2022 has been an eventful year in financial markets. To cool inflation currently running at multidecade highs, the Federal reserve has enacted a series of short-term interest rate hikes, raising rates from 0.25% in March to the range of 3.75%-4% as of November. With rising interest rates impacting borrowing costs and, as a result, potentially impacting consumer demand and corporate revenue, stock markets have fallen year to date. Bond prices have also decreased, as their prices tend to fall in a rising interest rate environment due to more attractive yields on new issues that come to market. What may be less clear is how pensions may be affected by interest rates.
Before discussing how interest rates can affect pensions, it’s important to review some pension basics. Typically, your pension benefit is based on your years of service and the plan formula for lifetime payments. As a simplified example, the plan may define your pension factor as your years of service multiplied by 2%. To determine your retirement benefit, the plan may then use final earnings, or an average of your final earnings, at normal retirement multiplied by this factor. Your retirement benefit could look something like this:
(20 years of earnings x 2%) x $5,000 per month final pay = $2,000 per month retirement benefit
How Is Your Pension Benefit Paid?
Looking at different pension benefit payment options is where interest rates can come into play. Based on our example, the monthly retirement benefit shown above is a single-life benefit, or, in other words, a benefit that lasts for the duration of the plan member’s life only. Depending on your pension, you may also have the option for joint benefits. With this option, your joint annuitant (typically your spouse) can receive anywhere from a partial pension benefit to 100% of the member’s benefit when he/she passes away. The primary benefit will generally be lower with survivorship features than it would be for a single-life payout, but payments will continue for the duration of the member’s life and the life of the joint annuitant.
Pension plans may also offer a cash payment option, or a lump sum. This payment is the present value of the benefit payments when factoring in life expectancy and interest rate assumptions. The latter assumption is based on what’s known as minimum present value segment rates.
What Are Minimum Present Value Segment Rates?

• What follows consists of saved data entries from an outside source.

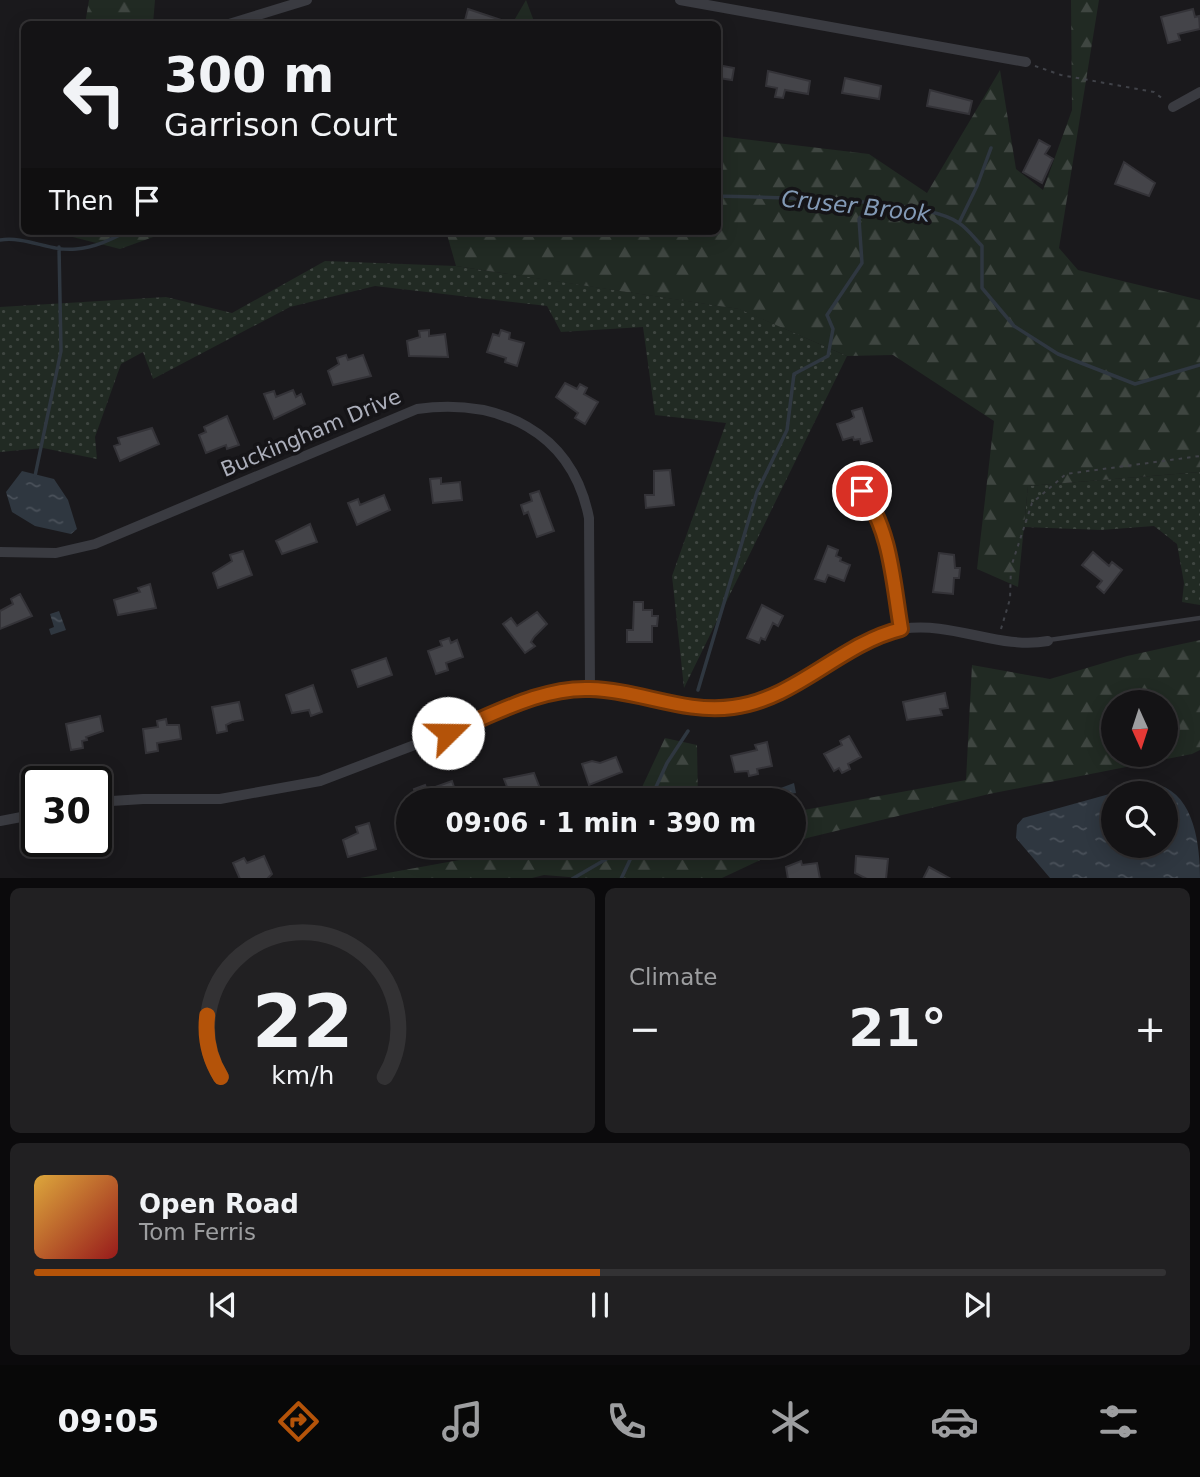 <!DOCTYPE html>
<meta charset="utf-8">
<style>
:root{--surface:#141315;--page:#212022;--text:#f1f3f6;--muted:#9d9ea0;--line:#333234;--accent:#b45309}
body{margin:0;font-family:"DejaVu Sans",sans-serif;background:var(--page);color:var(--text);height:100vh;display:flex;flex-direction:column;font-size:26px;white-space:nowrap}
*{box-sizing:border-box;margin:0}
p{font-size:23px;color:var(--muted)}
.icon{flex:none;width:38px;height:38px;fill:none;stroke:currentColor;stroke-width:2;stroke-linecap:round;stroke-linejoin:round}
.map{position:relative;height:878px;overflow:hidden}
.drawer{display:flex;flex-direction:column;gap:10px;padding:10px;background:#0b0a0c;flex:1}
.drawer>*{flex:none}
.guide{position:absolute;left:21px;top:21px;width:700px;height:214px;border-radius:10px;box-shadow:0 4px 18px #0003,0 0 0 2px var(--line);background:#141315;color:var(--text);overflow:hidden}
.needle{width:46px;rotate:177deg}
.fabs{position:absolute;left:1101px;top:690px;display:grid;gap:14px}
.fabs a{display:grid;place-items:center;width:77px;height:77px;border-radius:50%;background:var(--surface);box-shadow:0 4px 18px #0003,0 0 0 2px var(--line);font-size:35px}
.speed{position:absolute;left:21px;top:766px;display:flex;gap:14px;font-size:35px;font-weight:700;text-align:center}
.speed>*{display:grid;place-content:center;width:91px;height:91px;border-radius:50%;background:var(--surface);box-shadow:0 4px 18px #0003,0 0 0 2px var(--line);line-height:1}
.speed .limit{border:4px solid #111;border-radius:10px;background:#fff;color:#111}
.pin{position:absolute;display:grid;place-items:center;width:60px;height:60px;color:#fff;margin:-30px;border:4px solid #fff;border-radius:50%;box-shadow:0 2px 7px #0007}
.me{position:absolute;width:77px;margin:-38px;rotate:68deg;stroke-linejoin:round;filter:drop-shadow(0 0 5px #0008)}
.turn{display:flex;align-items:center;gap:24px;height:147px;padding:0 28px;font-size:32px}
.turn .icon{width:91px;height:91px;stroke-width:2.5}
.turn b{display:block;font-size:49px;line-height:60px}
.then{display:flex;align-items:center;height:66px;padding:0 28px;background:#0003;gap:14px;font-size:26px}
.big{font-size:52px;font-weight:800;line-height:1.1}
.drawer .card{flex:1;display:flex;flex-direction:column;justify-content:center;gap:10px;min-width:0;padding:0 24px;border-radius:10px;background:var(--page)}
.drawer .dial{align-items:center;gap:0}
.dial svg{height:182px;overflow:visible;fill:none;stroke:var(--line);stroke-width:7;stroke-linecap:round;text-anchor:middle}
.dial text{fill:var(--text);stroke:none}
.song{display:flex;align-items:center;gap:21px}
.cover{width:84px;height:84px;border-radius:10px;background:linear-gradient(135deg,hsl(40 70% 55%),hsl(0 70% 35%))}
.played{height:7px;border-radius:4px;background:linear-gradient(90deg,var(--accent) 50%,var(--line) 50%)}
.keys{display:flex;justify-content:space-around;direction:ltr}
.heat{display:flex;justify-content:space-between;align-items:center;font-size:38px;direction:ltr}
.drawer .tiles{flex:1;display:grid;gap:10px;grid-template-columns:1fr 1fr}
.card:last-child{grid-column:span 2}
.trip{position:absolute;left:396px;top:788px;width:410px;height:70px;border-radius:35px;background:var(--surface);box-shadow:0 4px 18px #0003,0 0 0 2px var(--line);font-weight:800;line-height:70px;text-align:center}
.tabs{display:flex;height:112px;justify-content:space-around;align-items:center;background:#080808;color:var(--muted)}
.tabs .icon{width:49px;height:49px}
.tabs .active{color:var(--accent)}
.tabs b{font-size:32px;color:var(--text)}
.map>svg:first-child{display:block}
</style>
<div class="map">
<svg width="1200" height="879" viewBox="0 0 1200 879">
<defs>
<pattern id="grass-dots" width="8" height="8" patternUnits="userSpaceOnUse" patternTransform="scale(1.75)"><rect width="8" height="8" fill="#212a23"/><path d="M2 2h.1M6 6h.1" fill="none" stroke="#3f4641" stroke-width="1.8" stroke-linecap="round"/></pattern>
<pattern id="forest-firs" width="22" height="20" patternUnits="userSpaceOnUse" patternTransform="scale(1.75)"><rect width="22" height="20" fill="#212a23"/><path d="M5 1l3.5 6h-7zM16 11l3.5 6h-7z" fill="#3f4641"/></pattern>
<pattern id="water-ripples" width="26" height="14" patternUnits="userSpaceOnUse" patternTransform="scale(1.75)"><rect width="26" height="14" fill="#2f3740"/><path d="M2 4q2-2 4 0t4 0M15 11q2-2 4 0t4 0" fill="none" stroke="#4a515a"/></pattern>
</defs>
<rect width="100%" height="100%" fill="#1a191c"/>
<path fill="url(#grass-dots)" d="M 325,261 L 456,266 L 740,309 L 847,356 L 684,688 L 672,576 L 726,423 L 655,415 L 643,327 L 561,332 L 547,306 L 375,286 L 290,307 L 153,379 L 143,352 L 121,364 L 95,437 L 97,459 L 43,448 L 0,452 L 0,307 L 166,297 L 232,313 Z
M 1200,472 L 1200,605 L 1182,602 L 1184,583 L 1177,544 L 1154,526 L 1101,530 L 1024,527 L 1028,486 Z"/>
<path fill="url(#forest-firs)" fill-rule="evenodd" d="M 89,0 L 155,0 L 153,24 L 85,24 Z
M 526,0 L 535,24 L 512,24 Z
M 1071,0 L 1099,0 L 1059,248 L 1078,270 L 1200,300 L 1200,472 L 1028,486 L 1018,587 L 977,569 L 994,421 L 893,355 L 847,356 L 739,309 L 456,266 L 446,231 L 718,231 L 718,136 L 869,154 L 927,193 L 1000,70 L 1016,169 L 1043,190 L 1072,110 Z
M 49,231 L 170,231 L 120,249 Z
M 1200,640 L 1200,750 L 1192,754 L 989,794 L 807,838 L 793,845 L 793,812 L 966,780 L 972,665 L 1050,679 L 1127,656 ZM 1113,702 L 1166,702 L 1166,754 L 1113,754 Z
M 665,738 L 697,745 L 698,800 L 636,800 Z
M 541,845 L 792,845 L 722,878 L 593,879 L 544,875 L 528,879 L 360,878 Z"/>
<path fill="url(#water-ripples)" d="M 22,471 L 54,479 L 68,500 L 77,529 L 71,534 L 35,526 L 12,512 L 6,492 Z
M 59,611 L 66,630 L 51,635 L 49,629 L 54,627 L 50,614 Z
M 794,783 L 796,793 L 772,797 L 770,792 Z
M 1159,785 C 1195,796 1200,847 1200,878 L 1050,878 L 1016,838 L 1017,825 L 1023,818 L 1113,793 L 1113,845 L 1166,845 L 1166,793 L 1115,793 Z"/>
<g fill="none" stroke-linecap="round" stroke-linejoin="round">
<path stroke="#2f3740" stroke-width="3.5" d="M 718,196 C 767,198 923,197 959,223 C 968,229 975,239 982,246 L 982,288 L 1014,326 L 1058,354 L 1135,384 L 1200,365
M 959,223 L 977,186 L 991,148
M 0,240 C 27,236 50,252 76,249 C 94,248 112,239 128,231
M 35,476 L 61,351 L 59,247
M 698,690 L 757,492 L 787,430 L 794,374 L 828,356 L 833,329 L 827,315 L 862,263 L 859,219 L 872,204
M 650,800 L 667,763 L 688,731
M 572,879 L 620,851 L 635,848
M 621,879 L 637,845"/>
</g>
<path fill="#444449" stroke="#343338" stroke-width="2" d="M 468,9 L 504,21 L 504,24 L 464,24 Z
M 1193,9 L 1195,17 L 1199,16 L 1200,29 L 1178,34 L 1180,40 L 1168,43 L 1161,17 Z
M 718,65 L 734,68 L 732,80 L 718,78 Z
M 768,71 L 810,81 L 808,94 L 785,90 L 783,98 L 775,97 L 777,88 L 766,86 Z
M 845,78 L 881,86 L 879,99 L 842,93 Z
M 930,90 L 972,101 L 969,114 L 927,106 Z
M 1039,140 L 1050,146 L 1045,154 L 1053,159 L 1042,183 L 1023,172 Z
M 1124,162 L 1155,183 L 1149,196 L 1115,184 Z
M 429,330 L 429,336 L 445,334 L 448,357 L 409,356 L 407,341 L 420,337 L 419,331 Z
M 501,330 L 510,333 L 509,339 L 524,343 L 517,366 L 505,362 L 506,358 L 487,352 L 493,334 L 499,336 Z
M 346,355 L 348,360 L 363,355 L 371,376 L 333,385 L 328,371 L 339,364 L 337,358 Z
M 565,383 L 577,389 L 580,384 L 587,388 L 584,394 L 598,402 L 585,424 L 575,418 L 578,413 L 556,397 Z
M 293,390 L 296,397 L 301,394 L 305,404 L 274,419 L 264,394 L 274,391 L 276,397 Z
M 862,408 L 872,441 L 861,444 L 860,439 L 854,440 L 853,437 L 843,440 L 837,424 L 849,420 L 854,417 L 852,411 Z
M 227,416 L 239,445 L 227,449 L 226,445 L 206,453 L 199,435 L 206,432 L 204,427 Z
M 152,428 L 159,444 L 120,461 L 114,446 L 120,444 L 118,438 Z
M 670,470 L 674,505 L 646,508 L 645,495 L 654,495 L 654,471 Z
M 441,478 L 441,484 L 460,482 L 462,500 L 433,503 L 430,479 Z
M 539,491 L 554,531 L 537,537 L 528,512 L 524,514 L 521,505 L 532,501 L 530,494 Z
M 384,495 L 390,510 L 357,525 L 348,503 L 358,499 L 360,505 Z
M 310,524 L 317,542 L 282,554 L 276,541 Z
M 828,546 L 838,550 L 836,556 L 841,558 L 840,561 L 850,565 L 844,581 L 828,575 L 825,582 L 815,579 Z
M 243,551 L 252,575 L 218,588 L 213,573 L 232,561 L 230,555 Z
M 1093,552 L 1109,566 L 1112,562 L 1122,570 L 1104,593 L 1097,587 L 1102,581 L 1082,565 Z
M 939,553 L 954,555 L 955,568 L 960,568 L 959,578 L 954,578 L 953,594 L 933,592 Z
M 150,584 L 156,608 L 118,615 L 114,600 L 140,592 L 138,588 Z
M 20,594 L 32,616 L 0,629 L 0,611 L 13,604 L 11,599 Z
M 634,602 L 643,602 L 643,610 L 652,610 L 652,616 L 658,616 L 657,626 L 652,626 L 652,642 L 627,642 L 627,630 L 633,630 Z
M 762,605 L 783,616 L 778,626 L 773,623 L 765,640 L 761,638 L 759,643 L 747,638 Z
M 537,612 L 547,624 L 534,637 L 531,642 L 535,646 L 525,653 L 503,624 L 511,618 L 517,626 Z
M 449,638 L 451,643 L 457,640 L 463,657 L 446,663 L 448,670 L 436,674 L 428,651 L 442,646 L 440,641 Z
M 386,658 L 392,675 L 358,687 L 352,670 Z
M 313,685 L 322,712 L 311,716 L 309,710 L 292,713 L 286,695 Z
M 945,693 L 948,708 L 940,709 L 942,715 L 907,720 L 903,702 Z
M 239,702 L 243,720 L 232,722 L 226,725 L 227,731 L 217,733 L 212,707 Z
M 100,716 L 103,731 L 86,737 L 87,740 L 82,741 L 83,748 L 71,750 L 66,724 Z
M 166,719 L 167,725 L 179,725 L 181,739 L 157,743 L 158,751 L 146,753 L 143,729 L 158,727 L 157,721 Z
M 849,736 L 861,757 L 848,764 L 850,769 L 842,773 L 839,768 L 834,771 L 824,754 L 842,745 L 840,741 Z
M 767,742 L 772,766 L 757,769 L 758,774 L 749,776 L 748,771 L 735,772 L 731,756 L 757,750 L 755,745 Z
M 616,757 L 622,772 L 589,785 L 582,764 L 592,761 L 600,763 Z
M 534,773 L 541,791 L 536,793 L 538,798 L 528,800 L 527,796 L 512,800 L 504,779 Z
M 452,781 L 455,790 L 449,792 L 451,800 L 418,800 L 414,789 L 425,785 L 427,790 Z
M 369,823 L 376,849 L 348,857 L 343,840 L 358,833 L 356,827 Z
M 264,856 L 272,874 L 267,879 L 240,879 L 233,863 L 244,858 L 247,863 Z
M 856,856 L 888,859 L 886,879 L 867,879 L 855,873 Z
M 801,861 L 802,865 L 817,863 L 820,879 L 788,879 L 786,867 Z
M 929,867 L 951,879 L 923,879 Z"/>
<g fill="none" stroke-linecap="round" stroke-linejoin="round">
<path stroke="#404248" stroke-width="2" stroke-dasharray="3.5 5" stroke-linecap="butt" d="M 1035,66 L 1061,75 L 1154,92 L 1164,100
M 1001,629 L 1010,599 L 1011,567 L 1032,503 L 1066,474 L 1200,456"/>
<path stroke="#3a3b41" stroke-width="4.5" d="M 1049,640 L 1200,618"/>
<path stroke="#3a3b41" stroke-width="10" d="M 680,0 L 1026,62
M 229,24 L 307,0
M 1173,107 L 1200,92
M 862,491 C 891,530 893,582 901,629
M 0,552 L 56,553 L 95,544 L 417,409 C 499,398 572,431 589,518 L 590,688
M 96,802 L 143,799 L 220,799 L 320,781 L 551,693 C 580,690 607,689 636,694 C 673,702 706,714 745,705 C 802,692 843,638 902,629 C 953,621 999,650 1048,641
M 0,821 L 37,814"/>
</g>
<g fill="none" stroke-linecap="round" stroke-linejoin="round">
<g stroke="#753606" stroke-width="18">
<path id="route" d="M 448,733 C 493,715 541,687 590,689 C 639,690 684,714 733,707 C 796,699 840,644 901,629 C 893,582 891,530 862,491"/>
</g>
<use href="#route" stroke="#b45309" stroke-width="12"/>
</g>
<g text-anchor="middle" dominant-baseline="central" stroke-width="7" stroke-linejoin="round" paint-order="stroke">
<g font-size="21" fill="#acafbb" stroke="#151417">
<text transform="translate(311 433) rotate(-23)">Buckingham Drive</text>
</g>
<g font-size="23" font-style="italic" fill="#839ab6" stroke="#151417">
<text transform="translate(856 206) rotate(6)">Cruser Brook</text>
</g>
</g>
</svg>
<div class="fabs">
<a><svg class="needle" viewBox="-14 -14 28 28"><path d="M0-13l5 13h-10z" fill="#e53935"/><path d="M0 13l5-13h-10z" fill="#9d9ea0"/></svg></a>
<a><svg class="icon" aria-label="search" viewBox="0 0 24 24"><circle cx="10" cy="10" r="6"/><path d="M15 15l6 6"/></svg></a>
</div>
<div class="speed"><div class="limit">30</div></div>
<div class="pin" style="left:862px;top:491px;background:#d93025"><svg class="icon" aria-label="arrive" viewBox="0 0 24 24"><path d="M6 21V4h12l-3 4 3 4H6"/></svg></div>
<svg class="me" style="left:448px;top:733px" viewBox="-20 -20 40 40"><circle r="19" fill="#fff"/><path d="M0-13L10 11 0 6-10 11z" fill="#b45309"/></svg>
<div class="trip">09:06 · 1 min · 390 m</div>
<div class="guide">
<div class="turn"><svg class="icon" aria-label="left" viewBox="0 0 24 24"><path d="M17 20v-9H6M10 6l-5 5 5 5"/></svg><div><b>300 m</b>Garrison Court</div></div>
<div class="then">Then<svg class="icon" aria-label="arrive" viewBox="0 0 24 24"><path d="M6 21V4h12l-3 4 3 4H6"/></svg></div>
</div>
</div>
<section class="drawer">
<div class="tiles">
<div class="card dial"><svg viewBox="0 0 100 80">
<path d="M14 69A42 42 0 1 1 86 69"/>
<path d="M14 69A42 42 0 0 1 8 42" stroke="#b45309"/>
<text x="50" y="56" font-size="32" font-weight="700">22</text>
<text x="50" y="72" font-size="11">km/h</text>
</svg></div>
<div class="card"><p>Climate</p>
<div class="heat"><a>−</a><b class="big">21°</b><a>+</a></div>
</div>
<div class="card">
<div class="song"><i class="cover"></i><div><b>Open Road</b><p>Tom Ferris</p></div></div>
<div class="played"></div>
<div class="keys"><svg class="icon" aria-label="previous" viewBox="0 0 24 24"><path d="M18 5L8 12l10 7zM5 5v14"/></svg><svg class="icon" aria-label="pause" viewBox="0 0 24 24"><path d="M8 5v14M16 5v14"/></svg><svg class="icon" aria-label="next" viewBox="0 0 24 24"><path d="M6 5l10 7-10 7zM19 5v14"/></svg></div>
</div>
</div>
</section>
<nav class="tabs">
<b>09:05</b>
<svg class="icon active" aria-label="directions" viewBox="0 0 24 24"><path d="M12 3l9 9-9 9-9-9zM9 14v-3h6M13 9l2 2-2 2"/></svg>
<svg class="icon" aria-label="music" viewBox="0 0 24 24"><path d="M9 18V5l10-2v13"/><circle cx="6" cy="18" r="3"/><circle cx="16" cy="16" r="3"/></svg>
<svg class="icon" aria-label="phone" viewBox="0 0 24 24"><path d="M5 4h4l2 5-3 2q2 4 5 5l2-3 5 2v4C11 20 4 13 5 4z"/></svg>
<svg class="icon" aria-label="climate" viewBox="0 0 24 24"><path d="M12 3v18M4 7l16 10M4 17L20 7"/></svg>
<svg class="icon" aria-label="car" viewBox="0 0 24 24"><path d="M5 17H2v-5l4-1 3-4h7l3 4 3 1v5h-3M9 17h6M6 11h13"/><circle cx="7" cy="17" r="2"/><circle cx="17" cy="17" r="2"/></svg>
<svg class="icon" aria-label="filters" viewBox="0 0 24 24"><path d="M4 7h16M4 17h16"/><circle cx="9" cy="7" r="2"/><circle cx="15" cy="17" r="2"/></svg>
</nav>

Each month, the IRS reports their minimum present value segment rates, which are based on current corporate bond yields. The first segment represents short-term corporate bond yields, the second segment represents intermediate corporate bond yields and the third segment represents — you might have guessed it! — long-term corporate bond yields. On an ongoing basis, pension plans incorporate these rates to revalue the lump sum value of their benefits.
How Do Minimum Present Value Segment Rates Affect Pension Lump Sums?
During periods where interest rates are somewhat stable, you may not notice much of an effect. However, during periods where interest rates experience significant changes, minimum present value segment rates can have a meaningful effect on a lump sum payout.
To illustrate this effect, let’s assume a pension plan going into 2022 held an interest rate assumption of 2% with a 25-year life expectancy. If we go back to our pension member with a projected benefit of $2,000/month, their lump sum payout would be approximately $472,000. Fast forward to the end of 2022, and the interest rate assumption in the plan has jumped to 4%. This would result in a lump sum payout of about $379,000, or a reduction of about $93,000. If we experienced a declining interest rate environment and the rate dropped to 1%, the lump sum would be roughly $530,000. In short, interest rates have an inverse relationship on the value of future cash flows.
If You Have a Pension, Should Rising Interest Rates Affect When You Retire?
Your retirement decision depends on your specific situation, and there are several factors involved. If you’re years from retirement, changes in interest rates may be a non-factor, as you’re still accumulating assets for retirement and those rates may ebb and flow over time. If you’re close to retirement, it’s important to evaluate your pension closely, including the relative value of single-life benefits, joint benefit options with survivorship and lump sum payments both before and after revaluation for current interest rates. Your plan may also be less sensitive to interest rates based on its revaluation method, and a plan that revalues benefits more frequently or uses minimum present value segment rate averages, rather than spot rates alone, could experience smaller swings. For example, the Aramco Retirement Income Plan, or RIP, calculates a lump sum benefit by using a 24-month average of minimum present value segment rates or by using a four-month lookback. Once calculated, the RIP recipient would receive their lump sum based on whichever of the two calculations provides the larger benefit.
Crucially, consider retirement by looking at the big picture, which includes your desired goals, non-pension resources (such as your investment portfolio and other sources of retirement income) and expected longevity. As always, it’s a great idea to your review your pension in the context of your overall financial plan with your Wealth Manager and Financial Planner.